• WHAT THIS TASK INVOLVES:
An exact copy of all the entries is needed, with no images in it.

• DATA FOR THIS EXERCISE:
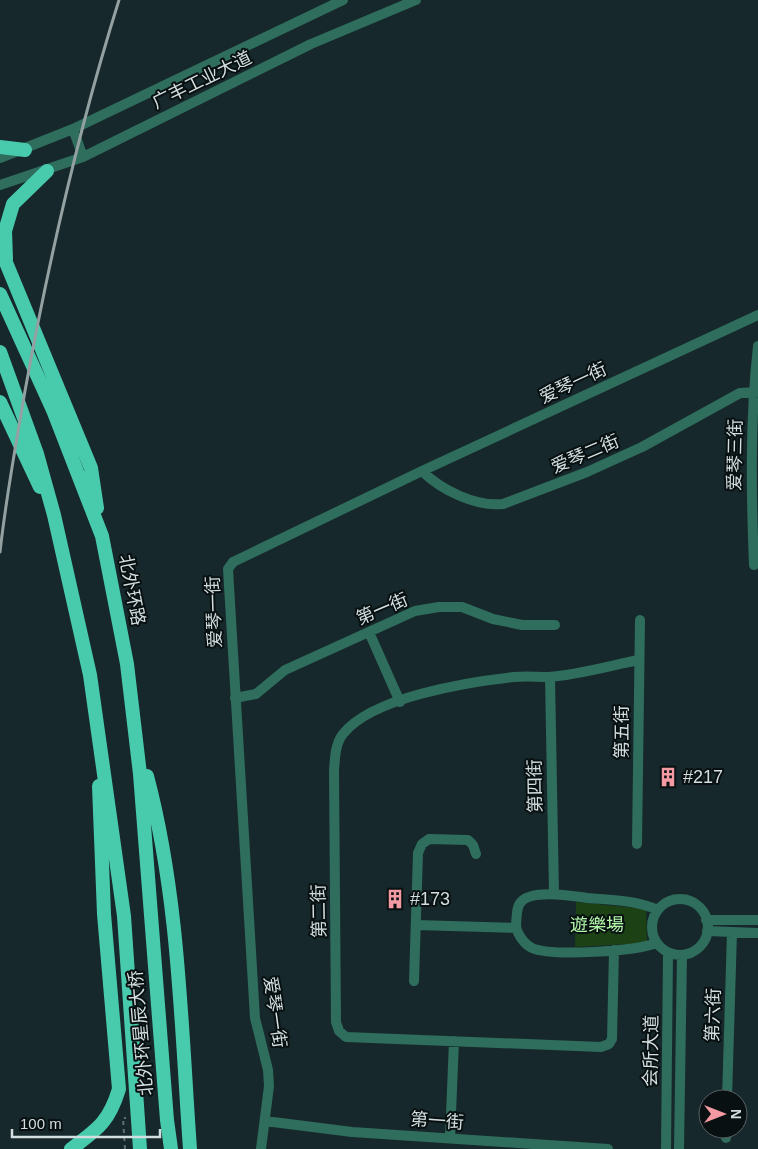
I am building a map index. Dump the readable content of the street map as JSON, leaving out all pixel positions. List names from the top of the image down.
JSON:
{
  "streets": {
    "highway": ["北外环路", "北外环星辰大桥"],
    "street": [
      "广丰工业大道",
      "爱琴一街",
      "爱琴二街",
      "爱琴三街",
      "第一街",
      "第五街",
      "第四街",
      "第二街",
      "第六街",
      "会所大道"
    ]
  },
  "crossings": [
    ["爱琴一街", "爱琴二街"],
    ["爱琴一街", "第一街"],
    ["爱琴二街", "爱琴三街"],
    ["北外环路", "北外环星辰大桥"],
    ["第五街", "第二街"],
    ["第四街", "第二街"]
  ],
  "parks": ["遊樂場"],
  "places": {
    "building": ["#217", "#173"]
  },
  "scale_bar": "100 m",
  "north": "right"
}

• ANSWER SPACE:
I am building a map index. Dump the readable content of the street map as JSON, leaving out all pixel positions. List names from the top of the image down.
JSON:
{
  "streets": {
    "highway": ["北外环路", "北外环星辰大桥"],
    "street": [
      "广丰工业大道",
      "爱琴一街",
      "爱琴二街",
      "爱琴三街",
      "第一街",
      "第五街",
      "第四街",
      "第二街",
      "第六街",
      "会所大道"
    ]
  },
  "crossings": [
    ["爱琴一街", "爱琴二街"],
    ["爱琴一街", "第一街"],
    ["爱琴二街", "爱琴三街"],
    ["北外环路", "北外环星辰大桥"],
    ["第五街", "第二街"],
    ["第四街", "第二街"]
  ],
  "parks": ["遊樂場"],
  "places": {
    "building": ["#217", "#173"]
  },
  "scale_bar": "100 m",
  "north": "right"
}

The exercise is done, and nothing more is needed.